◆ INPUT FOR THIS TASK:

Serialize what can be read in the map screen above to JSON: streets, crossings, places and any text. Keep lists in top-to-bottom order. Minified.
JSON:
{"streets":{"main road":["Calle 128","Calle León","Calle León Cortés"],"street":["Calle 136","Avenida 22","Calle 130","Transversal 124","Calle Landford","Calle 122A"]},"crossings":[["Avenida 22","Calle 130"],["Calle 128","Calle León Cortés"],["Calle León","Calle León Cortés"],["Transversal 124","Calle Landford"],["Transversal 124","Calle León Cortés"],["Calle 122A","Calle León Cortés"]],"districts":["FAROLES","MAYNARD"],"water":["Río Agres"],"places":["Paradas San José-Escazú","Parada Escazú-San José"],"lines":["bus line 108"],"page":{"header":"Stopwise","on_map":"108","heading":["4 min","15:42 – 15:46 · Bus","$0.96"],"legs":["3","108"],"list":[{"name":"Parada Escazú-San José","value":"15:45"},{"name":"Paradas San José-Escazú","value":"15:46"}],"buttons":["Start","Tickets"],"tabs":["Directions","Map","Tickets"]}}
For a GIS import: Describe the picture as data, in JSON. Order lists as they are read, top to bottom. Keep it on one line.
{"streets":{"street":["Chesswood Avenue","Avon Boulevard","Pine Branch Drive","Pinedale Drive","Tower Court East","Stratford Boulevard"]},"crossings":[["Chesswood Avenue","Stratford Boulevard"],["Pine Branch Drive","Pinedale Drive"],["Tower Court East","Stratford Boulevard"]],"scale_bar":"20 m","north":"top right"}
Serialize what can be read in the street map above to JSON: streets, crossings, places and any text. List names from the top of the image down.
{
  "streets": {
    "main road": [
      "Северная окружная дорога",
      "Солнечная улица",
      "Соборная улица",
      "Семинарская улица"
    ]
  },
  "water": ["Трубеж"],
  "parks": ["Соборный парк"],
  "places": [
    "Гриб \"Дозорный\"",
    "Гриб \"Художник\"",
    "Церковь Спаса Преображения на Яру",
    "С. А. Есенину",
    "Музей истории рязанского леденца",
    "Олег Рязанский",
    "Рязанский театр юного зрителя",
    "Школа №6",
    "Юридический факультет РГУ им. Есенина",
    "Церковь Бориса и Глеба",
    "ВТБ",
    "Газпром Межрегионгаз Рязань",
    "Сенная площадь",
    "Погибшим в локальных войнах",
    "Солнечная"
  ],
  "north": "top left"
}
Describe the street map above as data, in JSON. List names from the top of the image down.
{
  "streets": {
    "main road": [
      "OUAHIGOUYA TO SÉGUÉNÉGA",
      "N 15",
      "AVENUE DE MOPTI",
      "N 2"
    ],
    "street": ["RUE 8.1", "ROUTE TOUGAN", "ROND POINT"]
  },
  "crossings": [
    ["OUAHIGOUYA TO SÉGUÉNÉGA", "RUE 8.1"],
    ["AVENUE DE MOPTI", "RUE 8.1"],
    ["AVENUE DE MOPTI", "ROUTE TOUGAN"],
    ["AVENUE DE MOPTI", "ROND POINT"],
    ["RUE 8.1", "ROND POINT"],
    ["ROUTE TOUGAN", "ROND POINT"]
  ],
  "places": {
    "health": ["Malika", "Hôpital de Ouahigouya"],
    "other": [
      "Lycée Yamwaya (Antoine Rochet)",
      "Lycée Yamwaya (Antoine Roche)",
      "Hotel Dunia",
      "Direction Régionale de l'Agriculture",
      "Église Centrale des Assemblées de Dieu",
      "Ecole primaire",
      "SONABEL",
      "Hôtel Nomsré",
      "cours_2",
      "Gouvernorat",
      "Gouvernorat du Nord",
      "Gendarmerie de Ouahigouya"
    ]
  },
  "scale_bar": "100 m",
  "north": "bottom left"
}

◆ DIRECTIONS: Type out the records again exactly, line for line.

◆ EXERCISE RESPONSE:
Serialize what can be read in the map screen above to JSON: streets, crossings, places and any text. Keep lists in top-to-bottom order. Minified.
JSON:
{"streets":{"main road":["Calle 128","Calle León","Calle León Cortés"],"street":["Calle 136","Avenida 22","Calle 130","Transversal 124","Calle Landford","Calle 122A"]},"crossings":[["Avenida 22","Calle 130"],["Calle 128","Calle León Cortés"],["Calle León","Calle León Cortés"],["Transversal 124","Calle Landford"],["Transversal 124","Calle León Cortés"],["Calle 122A","Calle León Cortés"]],"districts":["FAROLES","MAYNARD"],"water":["Río Agres"],"places":["Paradas San José-Escazú","Parada Escazú-San José"],"lines":["bus line 108"],"page":{"header":"Stopwise","on_map":"108","heading":["4 min","15:42 – 15:46 · Bus","$0.96"],"legs":["3","108"],"list":[{"name":"Parada Escazú-San José","value":"15:45"},{"name":"Paradas San José-Escazú","value":"15:46"}],"buttons":["Start","Tickets"],"tabs":["Directions","Map","Tickets"]}}
For a GIS import: Describe the picture as data, in JSON. Order lists as they are read, top to bottom. Keep it on one line.
{"streets":{"street":["Chesswood Avenue","Avon Boulevard","Pine Branch Drive","Pinedale Drive","Tower Court East","Stratford Boulevard"]},"crossings":[["Chesswood Avenue","Stratford Boulevard"],["Pine Branch Drive","Pinedale Drive"],["Tower Court East","Stratford Boulevard"]],"scale_bar":"20 m","north":"top right"}
Serialize what can be read in the street map above to JSON: streets, crossings, places and any text. List names from the top of the image down.
{
  "streets": {
    "main road": [
      "Северная окружная дорога",
      "Солнечная улица",
      "Соборная улица",
      "Семинарская улица"
    ]
  },
  "water": ["Трубеж"],
  "parks": ["Соборный парк"],
  "places": [
    "Гриб \"Дозорный\"",
    "Гриб \"Художник\"",
    "Церковь Спаса Преображения на Яру",
    "С. А. Есенину",
    "Музей истории рязанского леденца",
    "Олег Рязанский",
    "Рязанский театр юного зрителя",
    "Школа №6",
    "Юридический факультет РГУ им. Есенина",
    "Церковь Бориса и Глеба",
    "ВТБ",
    "Газпром Межрегионгаз Рязань",
    "Сенная площадь",
    "Погибшим в локальных войнах",
    "Солнечная"
  ],
  "north": "top left"
}
Describe the street map above as data, in JSON. List names from the top of the image down.
{
  "streets": {
    "main road": [
      "OUAHIGOUYA TO SÉGUÉNÉGA",
      "N 15",
      "AVENUE DE MOPTI",
      "N 2"
    ],
    "street": ["RUE 8.1", "ROUTE TOUGAN", "ROND POINT"]
  },
  "crossings": [
    ["OUAHIGOUYA TO SÉGUÉNÉGA", "RUE 8.1"],
    ["AVENUE DE MOPTI", "RUE 8.1"],
    ["AVENUE DE MOPTI", "ROUTE TOUGAN"],
    ["AVENUE DE MOPTI", "ROND POINT"],
    ["RUE 8.1", "ROND POINT"],
    ["ROUTE TOUGAN", "ROND POINT"]
  ],
  "places": {
    "health": ["Malika", "Hôpital de Ouahigouya"],
    "other": [
      "Lycée Yamwaya (Antoine Rochet)",
      "Lycée Yamwaya (Antoine Roche)",
      "Hotel Dunia",
      "Direction Régionale de l'Agriculture",
      "Église Centrale des Assemblées de Dieu",
      "Ecole primaire",
      "SONABEL",
      "Hôtel Nomsré",
      "cours_2",
      "Gouvernorat",
      "Gouvernorat du Nord",
      "Gendarmerie de Ouahigouya"
    ]
  },
  "scale_bar": "100 m",
  "north": "bottom left"
}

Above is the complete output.